Task description =
Filter the listing and keep only the lines with the word "shadow".

Provided data =

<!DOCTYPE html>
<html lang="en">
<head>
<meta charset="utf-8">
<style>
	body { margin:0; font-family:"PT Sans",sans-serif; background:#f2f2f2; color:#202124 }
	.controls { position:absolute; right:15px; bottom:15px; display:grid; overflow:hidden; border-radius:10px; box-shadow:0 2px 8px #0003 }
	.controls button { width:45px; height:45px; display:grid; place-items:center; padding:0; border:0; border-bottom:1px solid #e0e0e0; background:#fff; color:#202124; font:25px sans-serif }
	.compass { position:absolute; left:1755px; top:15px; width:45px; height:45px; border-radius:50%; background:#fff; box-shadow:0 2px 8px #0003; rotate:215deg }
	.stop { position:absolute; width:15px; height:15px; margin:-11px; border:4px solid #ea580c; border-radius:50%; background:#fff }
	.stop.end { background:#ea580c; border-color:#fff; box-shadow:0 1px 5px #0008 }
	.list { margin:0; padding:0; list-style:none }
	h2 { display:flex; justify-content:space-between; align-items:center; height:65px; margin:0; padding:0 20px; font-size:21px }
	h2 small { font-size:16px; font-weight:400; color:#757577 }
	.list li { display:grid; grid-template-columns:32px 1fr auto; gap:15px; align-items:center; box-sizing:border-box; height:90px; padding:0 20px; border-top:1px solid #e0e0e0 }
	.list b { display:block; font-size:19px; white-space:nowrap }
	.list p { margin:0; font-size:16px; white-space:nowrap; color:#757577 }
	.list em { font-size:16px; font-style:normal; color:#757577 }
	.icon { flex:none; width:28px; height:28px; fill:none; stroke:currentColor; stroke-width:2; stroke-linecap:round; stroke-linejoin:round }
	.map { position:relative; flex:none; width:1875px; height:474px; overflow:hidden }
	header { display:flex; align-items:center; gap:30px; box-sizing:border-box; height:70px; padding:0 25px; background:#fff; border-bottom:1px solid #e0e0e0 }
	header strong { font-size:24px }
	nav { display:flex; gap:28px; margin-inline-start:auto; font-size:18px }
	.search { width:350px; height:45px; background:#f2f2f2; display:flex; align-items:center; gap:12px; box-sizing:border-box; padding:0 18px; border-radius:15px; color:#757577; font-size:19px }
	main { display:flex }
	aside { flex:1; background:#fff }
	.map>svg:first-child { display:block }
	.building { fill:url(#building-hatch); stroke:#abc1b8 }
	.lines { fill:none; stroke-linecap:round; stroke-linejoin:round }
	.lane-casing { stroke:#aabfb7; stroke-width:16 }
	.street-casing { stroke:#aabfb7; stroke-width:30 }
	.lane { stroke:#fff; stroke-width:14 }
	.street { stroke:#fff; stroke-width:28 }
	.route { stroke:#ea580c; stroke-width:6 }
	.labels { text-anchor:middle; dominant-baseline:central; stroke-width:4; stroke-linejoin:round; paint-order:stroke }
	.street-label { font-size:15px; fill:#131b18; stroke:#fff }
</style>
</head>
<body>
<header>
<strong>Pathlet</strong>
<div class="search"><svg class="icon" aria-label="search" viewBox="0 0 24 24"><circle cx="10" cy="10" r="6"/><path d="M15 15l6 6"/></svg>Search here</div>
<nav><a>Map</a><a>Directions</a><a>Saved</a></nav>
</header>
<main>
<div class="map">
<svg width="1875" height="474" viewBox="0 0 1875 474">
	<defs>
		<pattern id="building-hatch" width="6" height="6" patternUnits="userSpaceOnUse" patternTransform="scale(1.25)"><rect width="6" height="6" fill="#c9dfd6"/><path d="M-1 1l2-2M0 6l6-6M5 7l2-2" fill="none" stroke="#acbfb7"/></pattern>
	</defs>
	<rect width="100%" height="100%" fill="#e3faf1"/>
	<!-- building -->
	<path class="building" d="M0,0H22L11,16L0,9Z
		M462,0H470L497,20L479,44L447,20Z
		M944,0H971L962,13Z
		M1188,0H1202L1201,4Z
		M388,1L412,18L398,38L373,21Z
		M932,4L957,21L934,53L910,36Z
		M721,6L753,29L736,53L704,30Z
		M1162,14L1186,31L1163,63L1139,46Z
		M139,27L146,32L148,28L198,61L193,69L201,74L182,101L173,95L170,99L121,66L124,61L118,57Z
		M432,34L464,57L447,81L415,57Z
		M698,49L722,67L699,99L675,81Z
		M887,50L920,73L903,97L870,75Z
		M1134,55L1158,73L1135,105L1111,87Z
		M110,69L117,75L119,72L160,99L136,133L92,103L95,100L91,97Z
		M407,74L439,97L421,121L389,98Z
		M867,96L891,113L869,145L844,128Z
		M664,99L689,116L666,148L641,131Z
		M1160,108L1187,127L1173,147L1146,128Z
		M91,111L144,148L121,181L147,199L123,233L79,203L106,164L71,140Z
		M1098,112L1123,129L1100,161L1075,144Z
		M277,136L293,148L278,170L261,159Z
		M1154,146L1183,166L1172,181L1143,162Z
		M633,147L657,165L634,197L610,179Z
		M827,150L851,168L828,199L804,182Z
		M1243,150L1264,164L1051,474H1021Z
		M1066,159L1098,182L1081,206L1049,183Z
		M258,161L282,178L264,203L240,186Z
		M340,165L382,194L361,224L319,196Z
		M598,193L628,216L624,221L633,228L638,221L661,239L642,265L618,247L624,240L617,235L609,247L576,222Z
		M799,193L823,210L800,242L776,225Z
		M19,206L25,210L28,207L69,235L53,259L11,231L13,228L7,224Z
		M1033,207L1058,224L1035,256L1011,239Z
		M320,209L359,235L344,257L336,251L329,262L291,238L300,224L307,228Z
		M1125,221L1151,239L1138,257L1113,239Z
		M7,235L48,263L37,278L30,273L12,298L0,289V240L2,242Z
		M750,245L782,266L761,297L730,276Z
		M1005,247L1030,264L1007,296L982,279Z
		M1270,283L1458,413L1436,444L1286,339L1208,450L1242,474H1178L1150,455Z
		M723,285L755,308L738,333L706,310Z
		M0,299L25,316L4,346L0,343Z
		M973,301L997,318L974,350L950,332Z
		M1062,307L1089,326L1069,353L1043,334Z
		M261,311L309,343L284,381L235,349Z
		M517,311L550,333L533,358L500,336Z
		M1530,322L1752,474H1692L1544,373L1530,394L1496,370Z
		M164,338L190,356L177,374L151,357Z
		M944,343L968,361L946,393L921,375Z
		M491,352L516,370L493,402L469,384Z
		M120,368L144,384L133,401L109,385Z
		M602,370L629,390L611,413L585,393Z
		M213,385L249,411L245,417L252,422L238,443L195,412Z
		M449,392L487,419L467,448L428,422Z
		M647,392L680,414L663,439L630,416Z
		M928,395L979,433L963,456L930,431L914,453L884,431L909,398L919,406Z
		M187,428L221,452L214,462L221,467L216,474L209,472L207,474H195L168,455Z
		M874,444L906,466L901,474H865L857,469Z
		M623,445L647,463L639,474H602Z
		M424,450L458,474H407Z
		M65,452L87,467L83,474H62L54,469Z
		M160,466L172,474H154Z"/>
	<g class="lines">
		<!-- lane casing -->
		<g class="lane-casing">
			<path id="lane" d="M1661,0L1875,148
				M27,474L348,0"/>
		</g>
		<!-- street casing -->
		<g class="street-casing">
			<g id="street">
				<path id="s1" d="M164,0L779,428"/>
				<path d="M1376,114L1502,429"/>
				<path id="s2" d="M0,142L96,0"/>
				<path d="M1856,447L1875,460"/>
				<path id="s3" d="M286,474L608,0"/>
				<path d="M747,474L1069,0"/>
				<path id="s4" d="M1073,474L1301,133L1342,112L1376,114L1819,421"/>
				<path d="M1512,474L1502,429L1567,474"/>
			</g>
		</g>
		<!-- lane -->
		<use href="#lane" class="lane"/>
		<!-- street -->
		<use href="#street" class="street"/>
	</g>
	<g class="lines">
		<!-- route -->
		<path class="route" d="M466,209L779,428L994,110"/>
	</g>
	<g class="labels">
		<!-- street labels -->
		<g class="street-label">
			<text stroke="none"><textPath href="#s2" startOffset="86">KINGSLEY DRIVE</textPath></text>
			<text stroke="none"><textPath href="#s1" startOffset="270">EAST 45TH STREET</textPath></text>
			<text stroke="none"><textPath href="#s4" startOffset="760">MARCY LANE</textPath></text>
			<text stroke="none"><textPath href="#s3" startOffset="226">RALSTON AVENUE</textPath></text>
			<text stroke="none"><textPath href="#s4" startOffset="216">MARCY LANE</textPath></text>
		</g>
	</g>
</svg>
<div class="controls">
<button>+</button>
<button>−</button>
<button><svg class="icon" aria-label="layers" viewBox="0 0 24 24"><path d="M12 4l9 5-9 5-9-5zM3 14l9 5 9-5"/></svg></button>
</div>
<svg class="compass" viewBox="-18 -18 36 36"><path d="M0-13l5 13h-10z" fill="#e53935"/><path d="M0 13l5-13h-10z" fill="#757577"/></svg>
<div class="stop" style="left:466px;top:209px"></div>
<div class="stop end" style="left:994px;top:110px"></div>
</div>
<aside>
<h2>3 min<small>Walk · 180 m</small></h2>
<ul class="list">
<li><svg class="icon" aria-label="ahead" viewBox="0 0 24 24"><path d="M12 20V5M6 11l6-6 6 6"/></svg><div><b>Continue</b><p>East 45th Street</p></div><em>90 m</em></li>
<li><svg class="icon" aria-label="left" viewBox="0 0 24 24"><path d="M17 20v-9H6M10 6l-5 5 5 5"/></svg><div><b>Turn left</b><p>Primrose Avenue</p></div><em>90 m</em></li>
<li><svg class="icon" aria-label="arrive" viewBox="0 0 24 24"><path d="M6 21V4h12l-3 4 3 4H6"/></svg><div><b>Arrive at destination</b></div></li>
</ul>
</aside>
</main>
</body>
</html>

Solution below =
	.controls { position:absolute; right:15px; bottom:15px; display:grid; overflow:hidden; border-radius:10px; box-shadow:0 2px 8px #0003 }
	.compass { position:absolute; left:1755px; top:15px; width:45px; height:45px; border-radius:50%; background:#fff; box-shadow:0 2px 8px #0003; rotate:215deg }
	.stop.end { background:#ea580c; border-color:#fff; box-shadow:0 1px 5px #0008 }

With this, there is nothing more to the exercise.